* **RECORDS TO PROCESS**
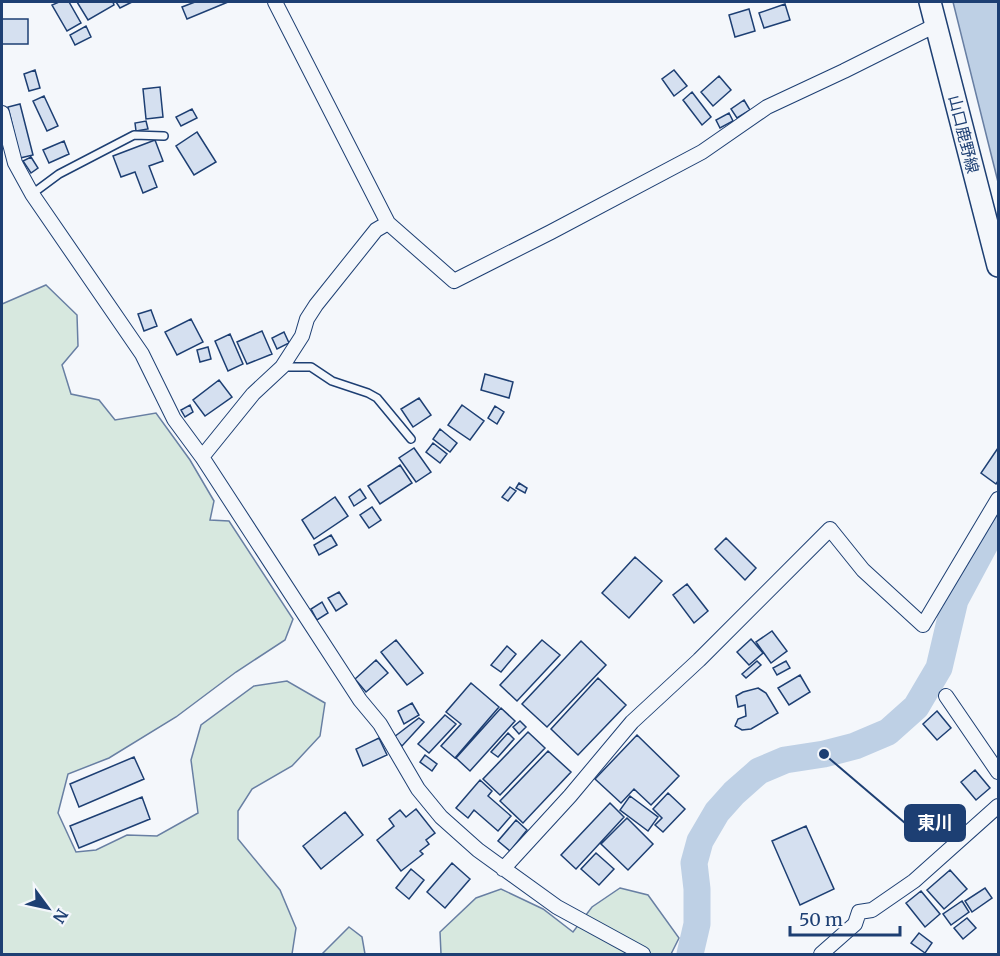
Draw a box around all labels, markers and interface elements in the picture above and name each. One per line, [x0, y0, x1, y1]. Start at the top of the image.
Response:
street label: 山口鹿野線 [945, 93, 983, 175]
callout: 東川 [905, 805, 965, 841]
text: 東川 [917, 811, 953, 834]
north arrow [18, 878, 78, 938]
scale bar [790, 899, 900, 937]
text: N [49, 905, 72, 927]
text: 50 m [799, 908, 843, 931]

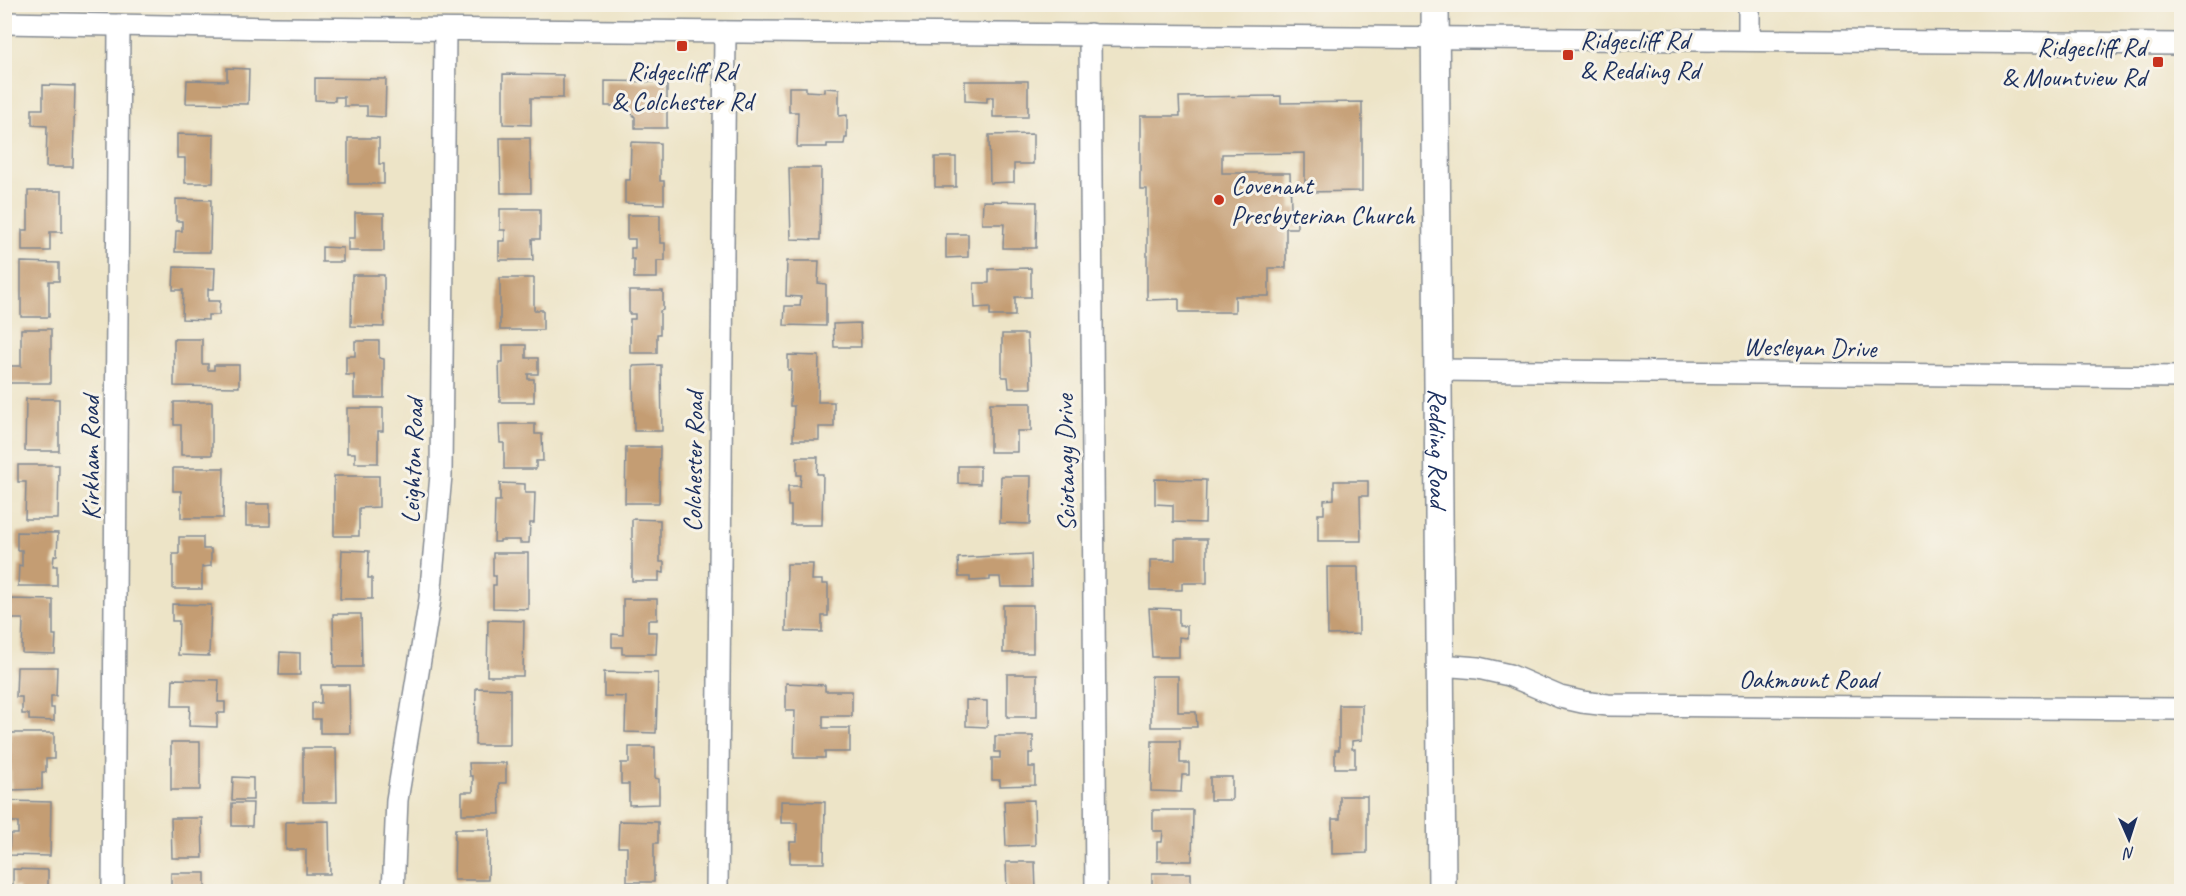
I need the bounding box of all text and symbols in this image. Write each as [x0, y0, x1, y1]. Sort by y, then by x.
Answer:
place label: Ridgecliff Rd & Redding Rd [1580, 24, 1703, 87]
place label: Ridgecliff Rd & Mountview Rd [2002, 31, 2150, 94]
marker: Ridgecliff Rd & Colchester Rd [675, 39, 689, 53]
marker: Ridgecliff Rd & Redding Rd [1561, 48, 1575, 62]
place label: Ridgecliff Rd & Colchester Rd [611, 55, 757, 118]
marker: Ridgecliff Rd & Mountview Rd [2151, 55, 2165, 69]
place label: Covenant Presbyterian Church [1231, 169, 1416, 232]
marker: Covenant Presbyterian Church [1212, 193, 1226, 207]
street label: Wesleyan Drive [1743, 330, 1878, 365]
street label: Colchester Road [676, 388, 711, 532]
street label: Redding Road [1421, 388, 1455, 511]
street label: Kirkham Road [74, 392, 107, 520]
street label: Sciotangy Drive [1048, 393, 1083, 532]
street label: Leighton Road [394, 394, 431, 524]
street label: Oakmount Road [1739, 663, 1881, 696]
north arrow [2099, 809, 2159, 869]
text: N [2121, 843, 2135, 863]

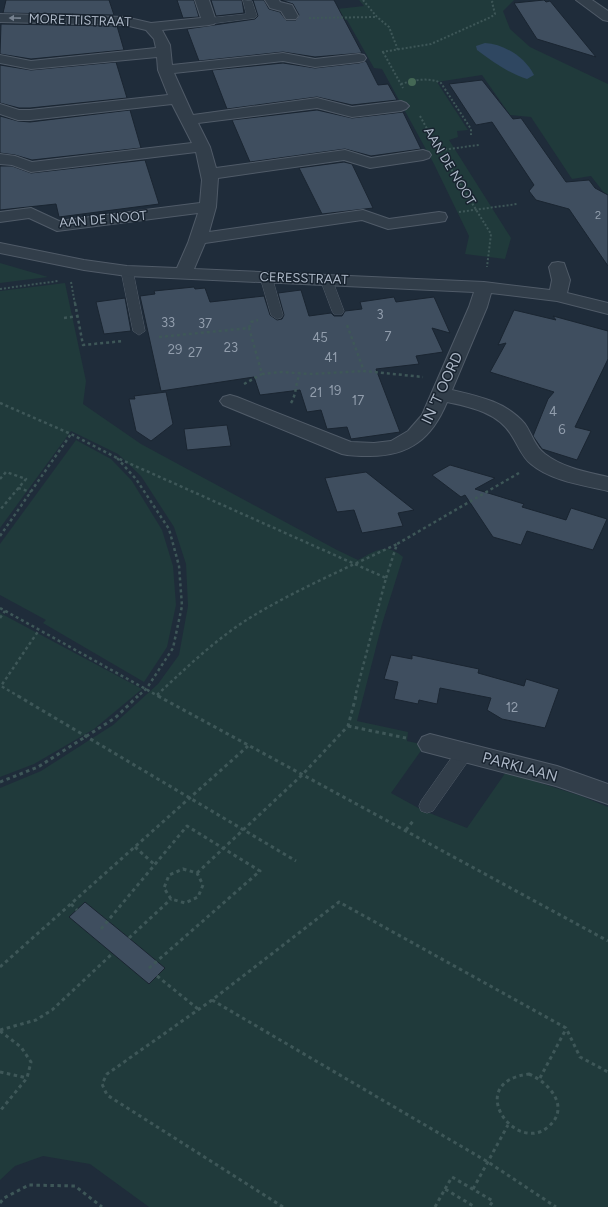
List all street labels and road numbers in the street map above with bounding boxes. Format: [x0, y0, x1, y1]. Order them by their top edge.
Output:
street label: MORETTISTRAAT [28, 11, 132, 29]
street label: AAN DE NOOT [421, 124, 480, 208]
street label: AAN DE NOOT [58, 208, 148, 230]
street label: CERESSTRAAT [259, 269, 349, 287]
street label: IN 'T OORD [417, 349, 467, 427]
street label: PARKLAAN [480, 748, 560, 786]

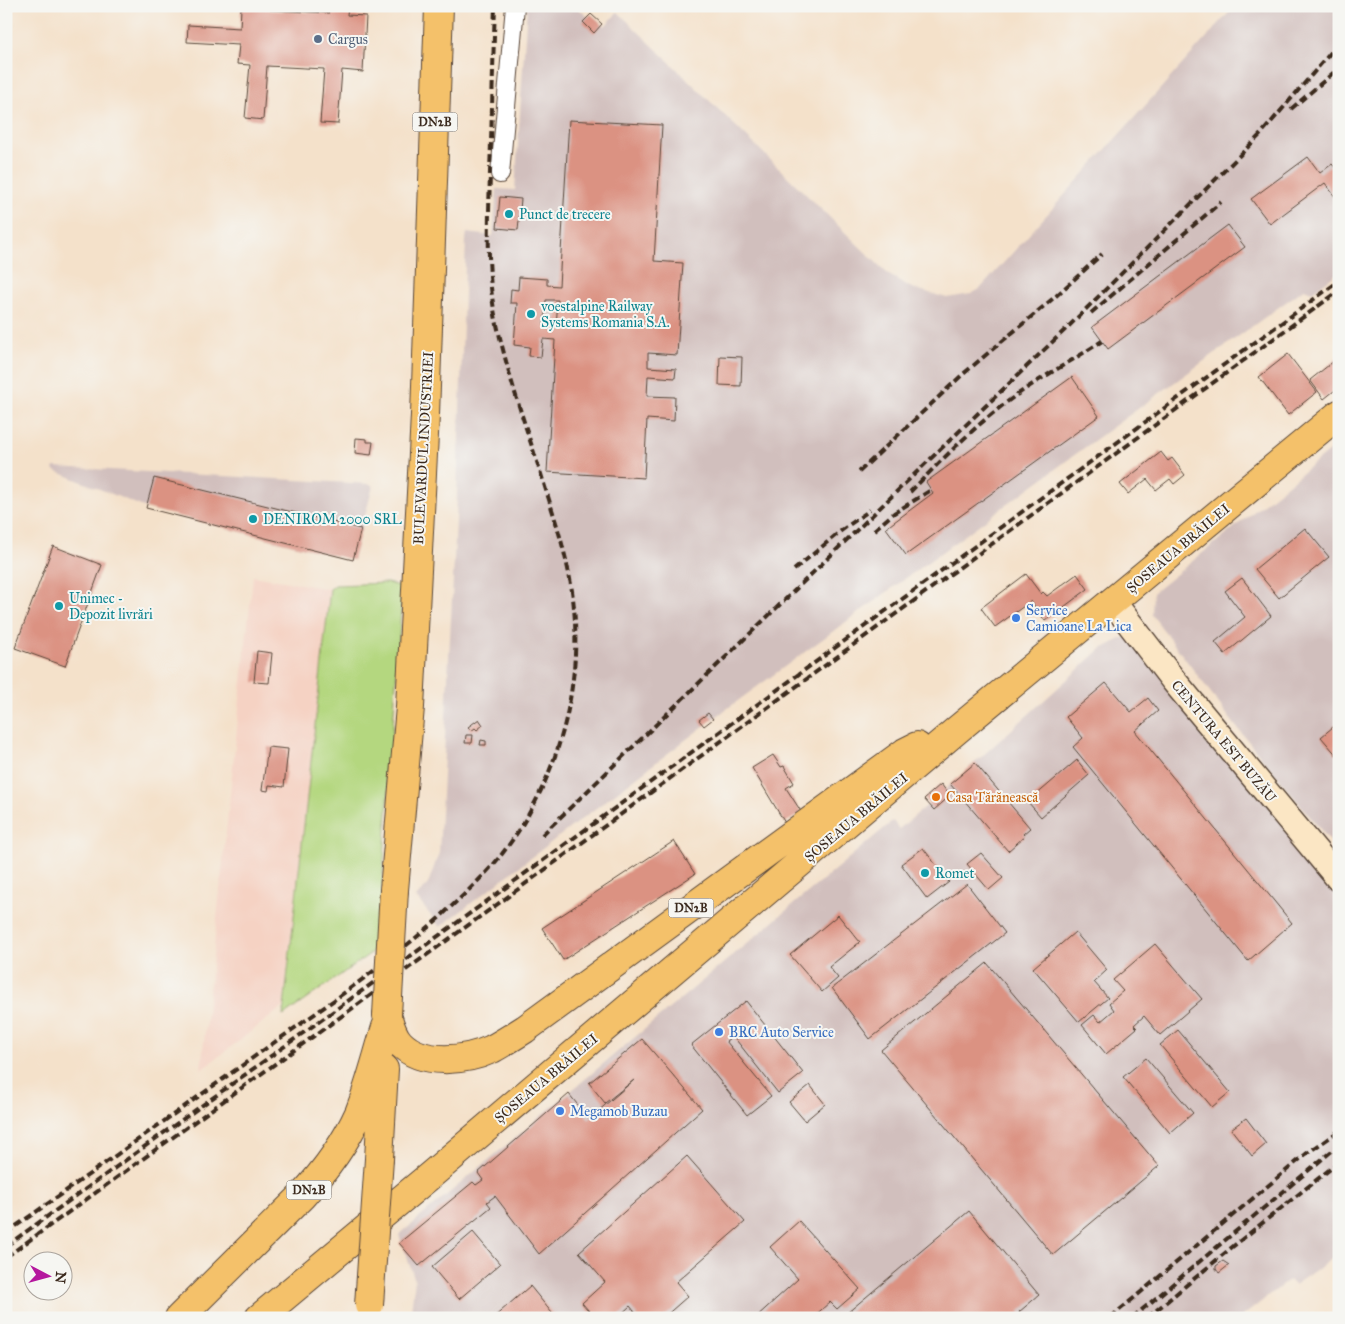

* **TASK STATEMENT**
Read the listing above, then copy every line that includes the string "each".

* **RESPONSE BELOW**
Draw a box around all labels, markers and interface elements in the picture above and name each. One per line, [x0, y0, x1, y1]. Start at the top of the image.
I need the bounding box of all text and symbols in this image. Write each as [x0, y0, x1, y1]. Sort by y, then by x.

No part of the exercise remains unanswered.